WORK INSTRUCTION
For every line in the entries that contains "Dirlik", show the whole line.

INFORMATION SUPPLIED
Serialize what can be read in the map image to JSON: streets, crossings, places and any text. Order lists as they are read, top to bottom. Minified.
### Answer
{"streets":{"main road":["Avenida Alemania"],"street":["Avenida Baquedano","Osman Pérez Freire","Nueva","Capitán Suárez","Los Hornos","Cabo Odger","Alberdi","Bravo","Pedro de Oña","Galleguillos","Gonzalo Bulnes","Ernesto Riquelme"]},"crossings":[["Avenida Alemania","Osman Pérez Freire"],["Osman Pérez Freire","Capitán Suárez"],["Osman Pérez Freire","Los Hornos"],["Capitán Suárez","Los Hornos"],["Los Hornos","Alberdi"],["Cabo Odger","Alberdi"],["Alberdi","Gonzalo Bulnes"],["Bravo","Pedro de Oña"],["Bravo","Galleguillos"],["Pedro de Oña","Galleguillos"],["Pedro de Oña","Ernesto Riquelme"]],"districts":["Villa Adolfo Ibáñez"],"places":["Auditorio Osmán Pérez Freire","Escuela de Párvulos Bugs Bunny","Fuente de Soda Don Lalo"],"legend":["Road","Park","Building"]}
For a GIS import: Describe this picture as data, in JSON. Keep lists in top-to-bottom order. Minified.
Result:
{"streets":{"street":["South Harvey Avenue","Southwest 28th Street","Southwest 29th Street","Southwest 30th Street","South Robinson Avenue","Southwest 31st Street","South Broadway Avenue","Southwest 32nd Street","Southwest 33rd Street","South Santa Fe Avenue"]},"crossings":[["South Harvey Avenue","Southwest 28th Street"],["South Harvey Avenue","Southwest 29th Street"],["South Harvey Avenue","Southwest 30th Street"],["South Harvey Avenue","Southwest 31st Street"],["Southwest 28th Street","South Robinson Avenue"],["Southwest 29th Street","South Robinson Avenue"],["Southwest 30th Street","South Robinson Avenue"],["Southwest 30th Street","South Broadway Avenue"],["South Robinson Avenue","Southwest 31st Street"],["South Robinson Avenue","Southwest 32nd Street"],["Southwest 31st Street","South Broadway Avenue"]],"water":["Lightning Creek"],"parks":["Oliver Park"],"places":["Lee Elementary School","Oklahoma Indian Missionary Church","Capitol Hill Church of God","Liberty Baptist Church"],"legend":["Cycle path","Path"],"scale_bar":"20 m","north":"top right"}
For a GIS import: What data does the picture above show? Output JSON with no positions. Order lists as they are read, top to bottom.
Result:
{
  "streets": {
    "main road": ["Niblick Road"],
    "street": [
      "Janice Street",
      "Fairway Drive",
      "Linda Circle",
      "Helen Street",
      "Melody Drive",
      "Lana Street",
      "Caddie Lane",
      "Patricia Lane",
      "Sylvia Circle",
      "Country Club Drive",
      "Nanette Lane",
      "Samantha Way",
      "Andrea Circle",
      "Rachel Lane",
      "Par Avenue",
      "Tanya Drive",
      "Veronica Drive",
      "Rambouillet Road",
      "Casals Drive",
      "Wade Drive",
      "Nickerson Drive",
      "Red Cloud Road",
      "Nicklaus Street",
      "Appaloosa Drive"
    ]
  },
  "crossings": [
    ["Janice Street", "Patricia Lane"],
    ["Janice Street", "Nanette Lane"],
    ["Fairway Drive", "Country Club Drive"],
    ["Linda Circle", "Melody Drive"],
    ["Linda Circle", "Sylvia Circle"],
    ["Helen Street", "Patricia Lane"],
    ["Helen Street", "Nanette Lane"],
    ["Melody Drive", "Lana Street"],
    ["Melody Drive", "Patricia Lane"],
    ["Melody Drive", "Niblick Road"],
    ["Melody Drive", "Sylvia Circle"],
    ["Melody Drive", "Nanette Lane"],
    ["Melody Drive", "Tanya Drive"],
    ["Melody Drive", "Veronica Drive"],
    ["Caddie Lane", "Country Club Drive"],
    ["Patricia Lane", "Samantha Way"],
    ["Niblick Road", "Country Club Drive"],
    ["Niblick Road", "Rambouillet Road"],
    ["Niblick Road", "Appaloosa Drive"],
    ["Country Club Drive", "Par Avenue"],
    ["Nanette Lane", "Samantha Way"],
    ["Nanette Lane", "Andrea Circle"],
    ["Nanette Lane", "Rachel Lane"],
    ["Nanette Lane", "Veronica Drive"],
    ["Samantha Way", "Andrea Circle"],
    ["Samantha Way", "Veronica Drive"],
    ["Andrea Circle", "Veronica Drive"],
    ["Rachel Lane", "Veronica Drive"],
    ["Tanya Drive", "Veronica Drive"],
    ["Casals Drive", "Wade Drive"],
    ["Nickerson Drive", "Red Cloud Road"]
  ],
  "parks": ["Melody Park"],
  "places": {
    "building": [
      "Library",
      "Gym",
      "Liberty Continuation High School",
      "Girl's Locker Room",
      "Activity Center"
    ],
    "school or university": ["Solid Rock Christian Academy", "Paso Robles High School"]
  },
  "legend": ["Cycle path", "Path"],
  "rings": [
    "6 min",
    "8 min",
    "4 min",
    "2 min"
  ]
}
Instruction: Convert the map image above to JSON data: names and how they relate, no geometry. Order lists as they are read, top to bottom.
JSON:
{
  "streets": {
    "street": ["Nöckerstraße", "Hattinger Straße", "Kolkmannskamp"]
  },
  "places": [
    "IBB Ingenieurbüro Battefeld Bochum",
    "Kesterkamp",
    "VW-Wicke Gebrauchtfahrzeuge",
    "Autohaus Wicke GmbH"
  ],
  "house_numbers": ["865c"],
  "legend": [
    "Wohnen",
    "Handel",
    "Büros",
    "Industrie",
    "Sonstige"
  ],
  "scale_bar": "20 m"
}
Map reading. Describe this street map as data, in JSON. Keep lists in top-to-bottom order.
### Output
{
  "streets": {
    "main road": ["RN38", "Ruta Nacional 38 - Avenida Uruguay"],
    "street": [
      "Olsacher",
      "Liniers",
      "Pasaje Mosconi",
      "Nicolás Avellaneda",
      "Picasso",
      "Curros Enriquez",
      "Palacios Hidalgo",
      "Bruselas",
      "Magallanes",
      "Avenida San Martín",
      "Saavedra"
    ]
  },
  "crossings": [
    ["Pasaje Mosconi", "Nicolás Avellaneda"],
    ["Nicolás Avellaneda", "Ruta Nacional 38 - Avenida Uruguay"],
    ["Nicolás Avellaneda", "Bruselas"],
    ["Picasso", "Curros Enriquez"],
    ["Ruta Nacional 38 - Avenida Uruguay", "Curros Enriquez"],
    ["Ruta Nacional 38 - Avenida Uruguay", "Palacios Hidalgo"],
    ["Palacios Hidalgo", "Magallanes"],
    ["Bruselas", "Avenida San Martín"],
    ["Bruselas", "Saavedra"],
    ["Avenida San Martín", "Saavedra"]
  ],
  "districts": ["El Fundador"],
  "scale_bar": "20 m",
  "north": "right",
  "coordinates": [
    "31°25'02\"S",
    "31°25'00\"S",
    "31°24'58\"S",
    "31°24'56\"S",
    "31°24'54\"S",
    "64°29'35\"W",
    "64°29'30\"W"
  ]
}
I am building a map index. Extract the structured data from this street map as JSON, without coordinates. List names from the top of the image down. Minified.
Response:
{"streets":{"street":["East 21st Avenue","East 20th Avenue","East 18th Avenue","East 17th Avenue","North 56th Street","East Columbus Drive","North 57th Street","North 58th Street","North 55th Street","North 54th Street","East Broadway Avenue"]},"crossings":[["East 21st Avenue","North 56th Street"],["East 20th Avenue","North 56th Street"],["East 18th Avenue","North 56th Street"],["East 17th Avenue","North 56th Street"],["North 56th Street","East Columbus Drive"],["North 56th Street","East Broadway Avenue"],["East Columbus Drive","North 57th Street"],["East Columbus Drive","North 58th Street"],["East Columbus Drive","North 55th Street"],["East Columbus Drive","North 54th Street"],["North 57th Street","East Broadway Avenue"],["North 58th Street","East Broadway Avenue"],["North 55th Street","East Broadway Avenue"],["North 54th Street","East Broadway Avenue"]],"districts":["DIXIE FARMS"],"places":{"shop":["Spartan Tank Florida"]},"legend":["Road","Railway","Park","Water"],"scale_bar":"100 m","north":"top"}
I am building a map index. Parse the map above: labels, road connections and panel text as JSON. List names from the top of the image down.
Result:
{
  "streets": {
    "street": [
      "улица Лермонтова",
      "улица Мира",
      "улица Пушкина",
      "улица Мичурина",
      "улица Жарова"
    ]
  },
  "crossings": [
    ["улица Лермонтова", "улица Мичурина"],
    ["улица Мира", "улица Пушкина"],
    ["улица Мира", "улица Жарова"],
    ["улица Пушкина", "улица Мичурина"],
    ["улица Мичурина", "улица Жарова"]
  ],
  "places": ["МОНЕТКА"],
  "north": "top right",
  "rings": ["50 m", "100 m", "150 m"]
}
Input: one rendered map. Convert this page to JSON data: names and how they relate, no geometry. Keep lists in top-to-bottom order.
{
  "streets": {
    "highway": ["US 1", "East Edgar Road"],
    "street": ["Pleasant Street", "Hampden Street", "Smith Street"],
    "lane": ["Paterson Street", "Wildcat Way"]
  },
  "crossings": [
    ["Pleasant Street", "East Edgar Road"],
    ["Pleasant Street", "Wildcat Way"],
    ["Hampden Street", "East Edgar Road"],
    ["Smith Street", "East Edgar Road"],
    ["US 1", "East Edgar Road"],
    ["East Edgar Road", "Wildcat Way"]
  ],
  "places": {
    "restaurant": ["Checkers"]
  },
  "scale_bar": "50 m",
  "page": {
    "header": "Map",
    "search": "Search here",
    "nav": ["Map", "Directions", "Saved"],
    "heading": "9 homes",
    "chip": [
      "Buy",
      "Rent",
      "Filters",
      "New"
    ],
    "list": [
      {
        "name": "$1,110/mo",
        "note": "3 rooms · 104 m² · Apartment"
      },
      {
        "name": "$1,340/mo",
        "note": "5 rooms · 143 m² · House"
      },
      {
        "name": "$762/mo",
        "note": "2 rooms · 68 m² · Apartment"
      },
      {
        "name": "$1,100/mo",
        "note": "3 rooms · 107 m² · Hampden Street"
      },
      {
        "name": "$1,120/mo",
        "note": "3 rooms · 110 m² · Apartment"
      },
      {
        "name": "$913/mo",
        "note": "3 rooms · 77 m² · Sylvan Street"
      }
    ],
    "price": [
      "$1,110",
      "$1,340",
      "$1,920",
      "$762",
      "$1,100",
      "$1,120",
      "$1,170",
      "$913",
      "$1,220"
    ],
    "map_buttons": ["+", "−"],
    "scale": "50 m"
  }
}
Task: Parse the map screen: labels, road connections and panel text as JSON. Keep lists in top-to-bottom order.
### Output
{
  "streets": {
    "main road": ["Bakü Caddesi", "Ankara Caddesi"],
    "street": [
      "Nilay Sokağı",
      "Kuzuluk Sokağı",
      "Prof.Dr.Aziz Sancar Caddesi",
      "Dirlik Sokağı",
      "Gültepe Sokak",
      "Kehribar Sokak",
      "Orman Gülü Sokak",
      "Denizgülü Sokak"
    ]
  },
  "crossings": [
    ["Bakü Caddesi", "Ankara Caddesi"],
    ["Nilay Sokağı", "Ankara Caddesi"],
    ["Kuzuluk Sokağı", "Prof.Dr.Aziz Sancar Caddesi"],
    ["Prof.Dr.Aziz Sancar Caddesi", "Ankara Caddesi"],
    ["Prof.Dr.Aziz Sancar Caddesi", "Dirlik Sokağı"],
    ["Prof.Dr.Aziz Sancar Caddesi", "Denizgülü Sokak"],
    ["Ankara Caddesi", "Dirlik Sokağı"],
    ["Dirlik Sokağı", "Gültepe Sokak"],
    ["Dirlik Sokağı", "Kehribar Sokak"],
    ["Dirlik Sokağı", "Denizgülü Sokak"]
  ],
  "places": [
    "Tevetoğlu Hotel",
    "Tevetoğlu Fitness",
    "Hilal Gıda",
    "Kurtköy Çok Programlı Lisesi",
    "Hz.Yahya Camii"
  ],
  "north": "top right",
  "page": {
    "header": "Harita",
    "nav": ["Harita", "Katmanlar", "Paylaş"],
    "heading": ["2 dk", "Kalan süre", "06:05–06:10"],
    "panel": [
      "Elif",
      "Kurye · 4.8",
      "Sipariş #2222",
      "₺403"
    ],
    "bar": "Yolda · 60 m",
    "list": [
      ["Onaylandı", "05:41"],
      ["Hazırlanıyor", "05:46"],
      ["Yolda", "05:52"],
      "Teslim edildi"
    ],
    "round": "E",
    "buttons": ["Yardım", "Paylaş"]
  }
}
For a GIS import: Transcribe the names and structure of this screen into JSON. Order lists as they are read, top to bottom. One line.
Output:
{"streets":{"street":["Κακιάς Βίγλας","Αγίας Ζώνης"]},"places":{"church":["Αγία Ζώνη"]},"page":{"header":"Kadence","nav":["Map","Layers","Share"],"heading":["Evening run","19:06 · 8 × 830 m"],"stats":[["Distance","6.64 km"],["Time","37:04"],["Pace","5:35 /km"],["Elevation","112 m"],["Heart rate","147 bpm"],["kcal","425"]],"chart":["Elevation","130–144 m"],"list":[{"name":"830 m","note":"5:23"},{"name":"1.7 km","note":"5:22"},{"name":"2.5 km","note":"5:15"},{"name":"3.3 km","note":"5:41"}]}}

EXERCISE RESPONSE
      "Dirlik Sokağı",
    ["Prof.Dr.Aziz Sancar Caddesi", "Dirlik Sokağı"],
    ["Ankara Caddesi", "Dirlik Sokağı"],
    ["Dirlik Sokağı", "Gültepe Sokak"],
    ["Dirlik Sokağı", "Kehribar Sokak"],
    ["Dirlik Sokağı", "Denizgülü Sokak"]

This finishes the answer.